This one has caused me some problems recently.  I have a Visual Studio solution I downloaded, yet double clicking on the solution file in Windows Explorer does not open the solution.

I know it's a Visual Studio 2010 solution, because the file starts with:

Microsoft Visual Studio Solution File, Format Version 11.00
# Visual Studio 2010


If I open Visual Studio 2010 and open the solution from within the editor, it works fine.  This seemed to indicate that it was the way in which the Microsoft Visual Studio Version Selector was messed up somehow.

I did some research online (I can't claim any independent breakthrough here myself) and thought I would collate the various reasons I found why the version selector might not be able to open a solution.

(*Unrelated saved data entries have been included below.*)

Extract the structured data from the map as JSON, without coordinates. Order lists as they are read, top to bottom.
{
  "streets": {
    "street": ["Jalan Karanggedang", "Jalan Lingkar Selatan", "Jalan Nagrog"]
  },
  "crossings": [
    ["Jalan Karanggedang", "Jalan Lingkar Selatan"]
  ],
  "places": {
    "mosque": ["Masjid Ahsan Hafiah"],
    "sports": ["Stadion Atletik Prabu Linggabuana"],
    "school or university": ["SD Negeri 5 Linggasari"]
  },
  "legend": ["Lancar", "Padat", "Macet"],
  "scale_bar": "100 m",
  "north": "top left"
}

Visual Studio Runs as Administrator

If Visual Studio 2010 is set to run as administrator, and Visual Studio Version Selector is not, then the version selector does not have the necessary privileges to launch Visual Studio, and it silently fails. Thanks to Jonas Stawski for this one.

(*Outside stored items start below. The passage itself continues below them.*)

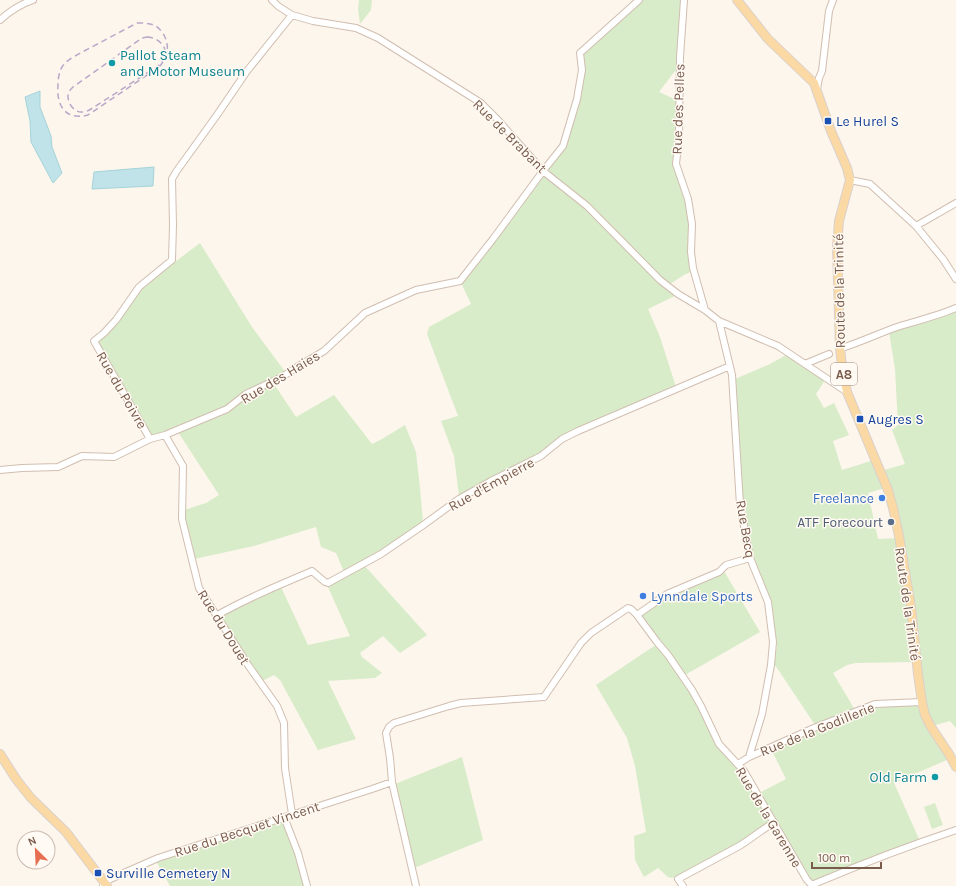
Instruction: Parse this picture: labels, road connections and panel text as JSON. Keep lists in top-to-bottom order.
{
  "streets": {
    "main road": ["Route de la Trinité", "A8"],
    "street": [
      "Rue des Pelles",
      "Rue de Brabant",
      "Rue des Haies",
      "Rue du Poivre",
      "Rue d'Empierre",
      "Rue Becq",
      "Rue du Douet",
      "Rue de la Godillerie",
      "Rue de la Garenne",
      "Rue du Becquet Vincent"
    ]
  },
  "crossings": [
    ["Rue des Pelles", "Rue de Brabant"],
    ["Rue de Brabant", "Route de la Trinité"],
    ["Rue de Brabant", "Rue des Haies"],
    ["Rue de Brabant", "Rue du Poivre"],
    ["Rue de Brabant", "Rue Becq"],
    ["Route de la Trinité", "Rue de la Godillerie"],
    ["Rue des Haies", "Rue du Poivre"],
    ["Rue des Haies", "Rue du Douet"],
    ["Rue d'Empierre", "Rue Becq"],
    ["Rue d'Empierre", "Rue du Douet"],
    ["Rue Becq", "Rue de la Godillerie"],
    ["Rue du Douet", "Rue du Becquet Vincent"],
    ["Rue de la Godillerie", "Rue de la Garenne"]
  ],
  "places": {
    "other": [
      "Pallot Steam and Motor Museum",
      "Freelance",
      "ATF Forecourt",
      "Lynndale Sports",
      "Old Farm"
    ],
    "transit": ["Le Hurel S", "Augres S", "Surville Cemetery N"]
  },
  "scale_bar": "100 m",
  "north": "top left"
}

Solution File was created in Visual Studio 2010 Beta 1

In Beta 1, the preamble to the solution file was as follows:

Microsoft Visual Studio Solution File, Format Version 11.00
# Visual Studio 10

Just change the 10 for 2010 on line 2, and away you go. Thanks to Jon Skeet for this tip.

Solution File has Unix Line Endings

Some Source Control providers can automatically change line endings.  If the line endings are set to Unix (LF) instead of Windows (CRLF), then the Version Selector gets confused and can't determine which version of Visual Studio to launch, and instead silently fails. Thanks to Oliver Mellet for this.

Solution File is not UTF-8 Encoded

Solution Files must be encoded using UTF-8 and include the BOM at the start (which is EF BB BF).  If these criteria aren't met, then the Version Selector can't determine which version of Visual Studio to launch.  Notepad++ can fix this up (Encoding –> Convert to UTF-8).  Thanks to anoftc for this tip.

Summary

It seems that the Visual Studio Version Selector is very naive when trying to read solution files.  I couldn't quite believe that the line endings would matter, or the encoding, so I had a play around in Notepad++ to verify the above.

Microsoft recommends that solution files shouldn't be modified by hand, but I've had to do this on a number of occasions, particularly when trying to mess with source control bindings.  Also, source control providers can make changes to files as they're checked in, so it seems unrealistic to me to have the limitation that solution files shouldn't be modified except by Visual Studio itself.

I hope the above reasons help someone out.